▶ _Work to be completed_
What is needed is an exact repetition of the lines below, from the first one through the one holding "--surface:#fff; --page:#f2f2f2; --text:#222;", with no pictures and nothing else.

(Beginning of Information supplied)

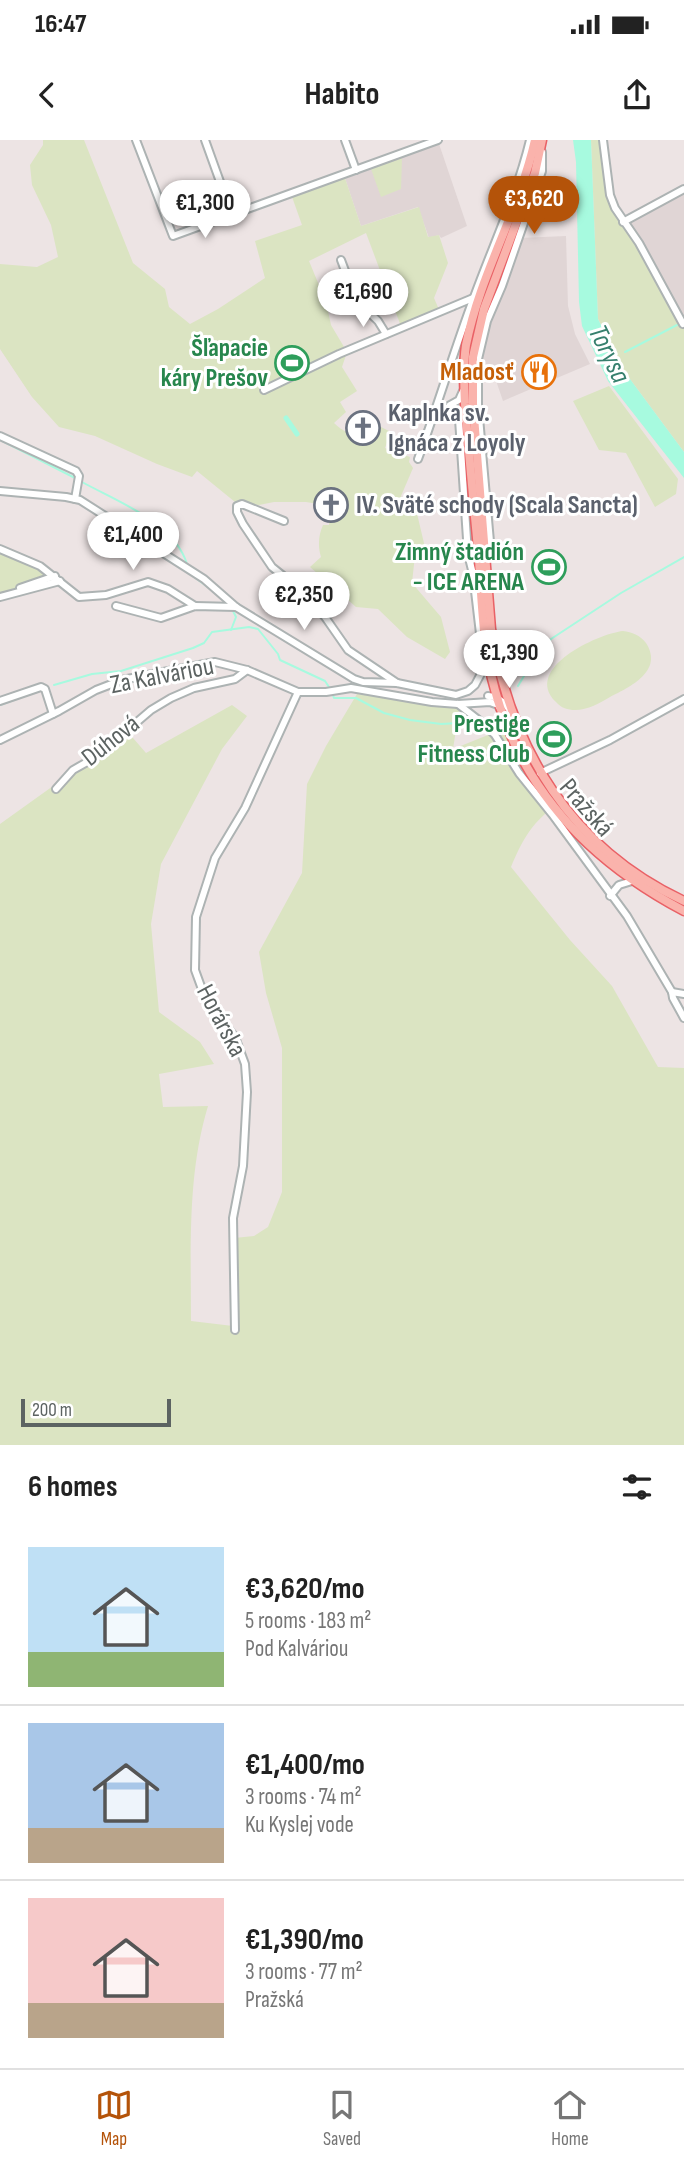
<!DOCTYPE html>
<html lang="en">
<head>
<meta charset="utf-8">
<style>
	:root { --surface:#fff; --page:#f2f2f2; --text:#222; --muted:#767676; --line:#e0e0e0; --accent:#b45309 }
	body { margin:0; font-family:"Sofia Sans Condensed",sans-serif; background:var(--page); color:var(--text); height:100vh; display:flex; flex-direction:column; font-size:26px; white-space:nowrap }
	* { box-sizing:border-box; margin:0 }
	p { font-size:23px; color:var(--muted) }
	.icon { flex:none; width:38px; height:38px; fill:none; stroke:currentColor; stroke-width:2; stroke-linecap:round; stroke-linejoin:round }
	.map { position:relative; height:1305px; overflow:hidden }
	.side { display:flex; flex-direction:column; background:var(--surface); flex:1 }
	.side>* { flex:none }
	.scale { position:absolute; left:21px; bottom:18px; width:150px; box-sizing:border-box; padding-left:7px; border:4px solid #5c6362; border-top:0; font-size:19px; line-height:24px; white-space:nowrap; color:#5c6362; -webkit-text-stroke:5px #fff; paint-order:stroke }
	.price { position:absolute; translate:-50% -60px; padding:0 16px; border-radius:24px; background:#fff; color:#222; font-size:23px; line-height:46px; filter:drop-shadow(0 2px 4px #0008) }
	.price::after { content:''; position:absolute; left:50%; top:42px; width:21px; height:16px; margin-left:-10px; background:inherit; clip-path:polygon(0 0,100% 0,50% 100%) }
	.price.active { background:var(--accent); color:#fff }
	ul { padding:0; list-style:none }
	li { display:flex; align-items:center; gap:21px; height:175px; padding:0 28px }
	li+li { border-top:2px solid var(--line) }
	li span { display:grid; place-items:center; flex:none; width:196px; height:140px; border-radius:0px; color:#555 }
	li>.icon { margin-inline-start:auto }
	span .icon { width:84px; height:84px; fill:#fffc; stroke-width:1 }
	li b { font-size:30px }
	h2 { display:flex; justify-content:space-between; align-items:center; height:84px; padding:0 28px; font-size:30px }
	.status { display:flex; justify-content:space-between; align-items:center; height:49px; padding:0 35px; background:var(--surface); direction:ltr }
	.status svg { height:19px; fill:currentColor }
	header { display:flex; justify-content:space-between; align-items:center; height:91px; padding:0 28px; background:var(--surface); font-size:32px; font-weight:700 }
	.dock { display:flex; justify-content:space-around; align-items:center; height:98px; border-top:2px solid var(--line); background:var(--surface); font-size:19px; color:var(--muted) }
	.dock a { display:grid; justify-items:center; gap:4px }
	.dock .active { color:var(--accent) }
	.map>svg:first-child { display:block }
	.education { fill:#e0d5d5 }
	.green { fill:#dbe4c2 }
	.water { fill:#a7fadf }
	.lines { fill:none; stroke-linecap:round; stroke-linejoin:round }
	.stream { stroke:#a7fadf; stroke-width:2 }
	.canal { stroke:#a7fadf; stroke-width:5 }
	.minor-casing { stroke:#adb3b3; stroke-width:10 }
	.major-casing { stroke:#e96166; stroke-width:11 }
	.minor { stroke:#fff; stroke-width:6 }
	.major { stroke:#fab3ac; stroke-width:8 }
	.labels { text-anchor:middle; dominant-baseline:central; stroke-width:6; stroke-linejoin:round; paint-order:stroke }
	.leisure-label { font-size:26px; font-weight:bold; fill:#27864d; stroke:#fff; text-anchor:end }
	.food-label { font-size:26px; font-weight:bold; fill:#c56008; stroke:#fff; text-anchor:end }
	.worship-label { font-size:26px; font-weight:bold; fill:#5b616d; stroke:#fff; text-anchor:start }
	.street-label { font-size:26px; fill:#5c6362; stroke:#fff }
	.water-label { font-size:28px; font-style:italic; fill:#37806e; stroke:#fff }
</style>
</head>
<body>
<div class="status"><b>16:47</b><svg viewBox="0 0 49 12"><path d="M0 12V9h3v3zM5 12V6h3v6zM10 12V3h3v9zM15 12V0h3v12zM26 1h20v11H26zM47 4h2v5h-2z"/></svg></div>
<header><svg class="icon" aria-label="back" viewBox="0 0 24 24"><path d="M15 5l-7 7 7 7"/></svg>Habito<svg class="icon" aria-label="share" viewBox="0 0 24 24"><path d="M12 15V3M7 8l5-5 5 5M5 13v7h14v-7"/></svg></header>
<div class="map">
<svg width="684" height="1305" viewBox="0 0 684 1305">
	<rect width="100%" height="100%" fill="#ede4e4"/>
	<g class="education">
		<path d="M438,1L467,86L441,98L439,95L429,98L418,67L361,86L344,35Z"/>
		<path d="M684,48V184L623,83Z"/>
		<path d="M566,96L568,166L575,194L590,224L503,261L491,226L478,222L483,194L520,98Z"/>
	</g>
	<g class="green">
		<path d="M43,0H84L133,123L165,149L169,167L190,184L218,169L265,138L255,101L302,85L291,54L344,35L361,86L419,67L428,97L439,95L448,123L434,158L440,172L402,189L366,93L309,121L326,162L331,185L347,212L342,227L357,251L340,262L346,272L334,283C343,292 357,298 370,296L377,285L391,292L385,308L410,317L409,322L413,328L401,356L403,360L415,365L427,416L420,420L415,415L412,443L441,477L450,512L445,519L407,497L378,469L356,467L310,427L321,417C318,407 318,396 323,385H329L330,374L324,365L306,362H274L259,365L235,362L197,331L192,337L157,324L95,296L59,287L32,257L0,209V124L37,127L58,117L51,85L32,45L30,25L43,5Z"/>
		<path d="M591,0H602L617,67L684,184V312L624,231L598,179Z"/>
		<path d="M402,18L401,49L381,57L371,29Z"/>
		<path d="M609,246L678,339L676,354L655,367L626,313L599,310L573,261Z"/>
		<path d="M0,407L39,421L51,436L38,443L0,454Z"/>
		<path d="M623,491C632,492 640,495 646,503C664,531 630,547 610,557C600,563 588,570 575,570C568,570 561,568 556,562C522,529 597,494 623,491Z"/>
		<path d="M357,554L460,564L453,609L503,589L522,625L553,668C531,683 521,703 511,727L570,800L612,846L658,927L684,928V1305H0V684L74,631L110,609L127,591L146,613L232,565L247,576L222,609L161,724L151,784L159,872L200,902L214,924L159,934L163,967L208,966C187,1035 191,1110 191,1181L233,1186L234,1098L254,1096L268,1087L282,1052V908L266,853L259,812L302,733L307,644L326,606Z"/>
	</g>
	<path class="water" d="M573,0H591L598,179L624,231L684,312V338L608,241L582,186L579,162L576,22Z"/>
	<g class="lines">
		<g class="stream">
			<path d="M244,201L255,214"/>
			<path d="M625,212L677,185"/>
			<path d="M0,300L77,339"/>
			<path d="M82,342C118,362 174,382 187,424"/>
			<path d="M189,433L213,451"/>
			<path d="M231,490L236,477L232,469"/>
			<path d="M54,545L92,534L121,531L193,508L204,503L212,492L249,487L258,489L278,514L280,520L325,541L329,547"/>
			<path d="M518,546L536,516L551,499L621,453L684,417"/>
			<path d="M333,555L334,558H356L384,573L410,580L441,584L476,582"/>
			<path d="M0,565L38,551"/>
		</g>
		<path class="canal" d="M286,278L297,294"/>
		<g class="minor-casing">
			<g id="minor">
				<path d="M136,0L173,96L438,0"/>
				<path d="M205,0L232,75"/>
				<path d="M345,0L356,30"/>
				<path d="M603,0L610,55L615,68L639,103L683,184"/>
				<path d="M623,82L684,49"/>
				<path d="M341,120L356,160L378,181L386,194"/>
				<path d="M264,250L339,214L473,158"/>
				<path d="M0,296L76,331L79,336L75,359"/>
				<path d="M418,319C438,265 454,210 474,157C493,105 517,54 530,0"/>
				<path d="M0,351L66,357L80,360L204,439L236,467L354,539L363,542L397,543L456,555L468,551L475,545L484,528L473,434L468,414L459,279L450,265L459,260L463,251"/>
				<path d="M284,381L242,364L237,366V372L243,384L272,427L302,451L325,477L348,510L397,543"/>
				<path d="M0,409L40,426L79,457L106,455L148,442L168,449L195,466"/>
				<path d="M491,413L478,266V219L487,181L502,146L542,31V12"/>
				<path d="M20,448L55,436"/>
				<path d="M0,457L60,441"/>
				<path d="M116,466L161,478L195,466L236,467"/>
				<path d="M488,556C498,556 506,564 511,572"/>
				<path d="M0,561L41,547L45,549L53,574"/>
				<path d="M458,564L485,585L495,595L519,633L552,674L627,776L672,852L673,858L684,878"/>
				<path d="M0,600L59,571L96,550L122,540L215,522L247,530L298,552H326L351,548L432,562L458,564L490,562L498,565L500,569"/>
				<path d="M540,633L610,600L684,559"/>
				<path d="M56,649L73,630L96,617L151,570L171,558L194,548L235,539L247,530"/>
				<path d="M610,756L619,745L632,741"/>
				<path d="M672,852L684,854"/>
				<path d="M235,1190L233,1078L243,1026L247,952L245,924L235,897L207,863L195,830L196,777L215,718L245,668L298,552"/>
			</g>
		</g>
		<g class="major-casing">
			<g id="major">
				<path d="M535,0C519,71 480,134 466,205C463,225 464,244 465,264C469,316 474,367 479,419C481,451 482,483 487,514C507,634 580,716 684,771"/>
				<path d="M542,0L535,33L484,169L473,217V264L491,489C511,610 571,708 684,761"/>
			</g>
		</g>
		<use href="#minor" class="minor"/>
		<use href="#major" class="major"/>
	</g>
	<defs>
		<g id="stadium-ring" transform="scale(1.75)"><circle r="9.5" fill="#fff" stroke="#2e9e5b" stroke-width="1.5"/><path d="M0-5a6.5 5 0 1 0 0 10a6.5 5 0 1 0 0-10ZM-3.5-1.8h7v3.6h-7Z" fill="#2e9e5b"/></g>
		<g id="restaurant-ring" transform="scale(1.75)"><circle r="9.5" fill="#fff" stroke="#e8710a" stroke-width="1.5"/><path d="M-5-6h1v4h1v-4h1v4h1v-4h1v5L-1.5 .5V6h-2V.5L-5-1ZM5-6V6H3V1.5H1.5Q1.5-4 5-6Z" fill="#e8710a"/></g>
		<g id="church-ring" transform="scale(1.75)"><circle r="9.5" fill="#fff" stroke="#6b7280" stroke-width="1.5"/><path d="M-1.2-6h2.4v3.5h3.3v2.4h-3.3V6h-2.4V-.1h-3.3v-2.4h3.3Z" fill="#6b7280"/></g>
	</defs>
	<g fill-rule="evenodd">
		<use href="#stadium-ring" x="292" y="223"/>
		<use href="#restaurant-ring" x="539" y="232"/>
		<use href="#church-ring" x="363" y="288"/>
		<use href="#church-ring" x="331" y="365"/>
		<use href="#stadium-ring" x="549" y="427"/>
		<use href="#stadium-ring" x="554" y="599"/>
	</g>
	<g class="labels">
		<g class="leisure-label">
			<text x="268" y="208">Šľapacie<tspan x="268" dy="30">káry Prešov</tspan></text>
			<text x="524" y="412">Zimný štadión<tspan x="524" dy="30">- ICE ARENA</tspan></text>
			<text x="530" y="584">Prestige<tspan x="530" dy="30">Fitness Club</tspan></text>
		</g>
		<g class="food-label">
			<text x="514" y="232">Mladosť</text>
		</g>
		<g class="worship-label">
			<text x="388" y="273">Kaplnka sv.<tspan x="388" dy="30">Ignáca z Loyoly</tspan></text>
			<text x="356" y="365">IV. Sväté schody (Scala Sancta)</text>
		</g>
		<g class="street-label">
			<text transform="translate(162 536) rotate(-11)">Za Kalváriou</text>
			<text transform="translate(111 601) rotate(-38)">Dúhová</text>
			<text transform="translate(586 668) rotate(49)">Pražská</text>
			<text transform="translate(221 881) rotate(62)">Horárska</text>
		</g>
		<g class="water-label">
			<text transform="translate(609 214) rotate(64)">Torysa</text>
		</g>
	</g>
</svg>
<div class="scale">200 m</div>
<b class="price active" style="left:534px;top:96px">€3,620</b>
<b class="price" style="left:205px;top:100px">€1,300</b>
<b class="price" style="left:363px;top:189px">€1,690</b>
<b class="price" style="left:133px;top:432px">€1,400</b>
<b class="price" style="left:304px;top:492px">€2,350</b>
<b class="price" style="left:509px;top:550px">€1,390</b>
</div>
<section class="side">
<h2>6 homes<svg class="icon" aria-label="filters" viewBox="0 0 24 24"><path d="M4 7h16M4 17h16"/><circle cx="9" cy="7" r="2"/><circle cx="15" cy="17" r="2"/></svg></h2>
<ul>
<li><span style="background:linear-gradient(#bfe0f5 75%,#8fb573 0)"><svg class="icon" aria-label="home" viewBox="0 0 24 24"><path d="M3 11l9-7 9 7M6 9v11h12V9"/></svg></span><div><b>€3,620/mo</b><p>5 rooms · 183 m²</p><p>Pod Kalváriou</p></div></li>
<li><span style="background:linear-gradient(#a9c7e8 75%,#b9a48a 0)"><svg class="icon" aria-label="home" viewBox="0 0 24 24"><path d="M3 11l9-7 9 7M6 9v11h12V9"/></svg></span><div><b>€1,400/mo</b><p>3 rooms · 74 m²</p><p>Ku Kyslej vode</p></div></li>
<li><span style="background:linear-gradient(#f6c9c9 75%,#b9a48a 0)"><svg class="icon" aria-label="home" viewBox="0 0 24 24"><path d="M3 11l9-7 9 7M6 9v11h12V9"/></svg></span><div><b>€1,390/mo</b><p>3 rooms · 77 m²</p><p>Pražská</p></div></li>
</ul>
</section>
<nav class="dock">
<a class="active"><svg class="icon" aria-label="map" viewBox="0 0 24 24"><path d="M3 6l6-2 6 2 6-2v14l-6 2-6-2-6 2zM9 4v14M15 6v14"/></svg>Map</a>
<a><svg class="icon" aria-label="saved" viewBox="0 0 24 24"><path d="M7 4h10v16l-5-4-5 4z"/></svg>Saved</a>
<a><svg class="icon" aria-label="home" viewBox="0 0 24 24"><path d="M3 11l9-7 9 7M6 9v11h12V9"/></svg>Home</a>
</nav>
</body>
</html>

(End of Information supplied)

▶ _Response area_
<!DOCTYPE html>
<html lang="en">
<head>
<meta charset="utf-8">
<style>
	:root { --surface:#fff; --page:#f2f2f2; --text:#222; --muted:#767676; --line:#e0e0e0; --accent:#b45309 }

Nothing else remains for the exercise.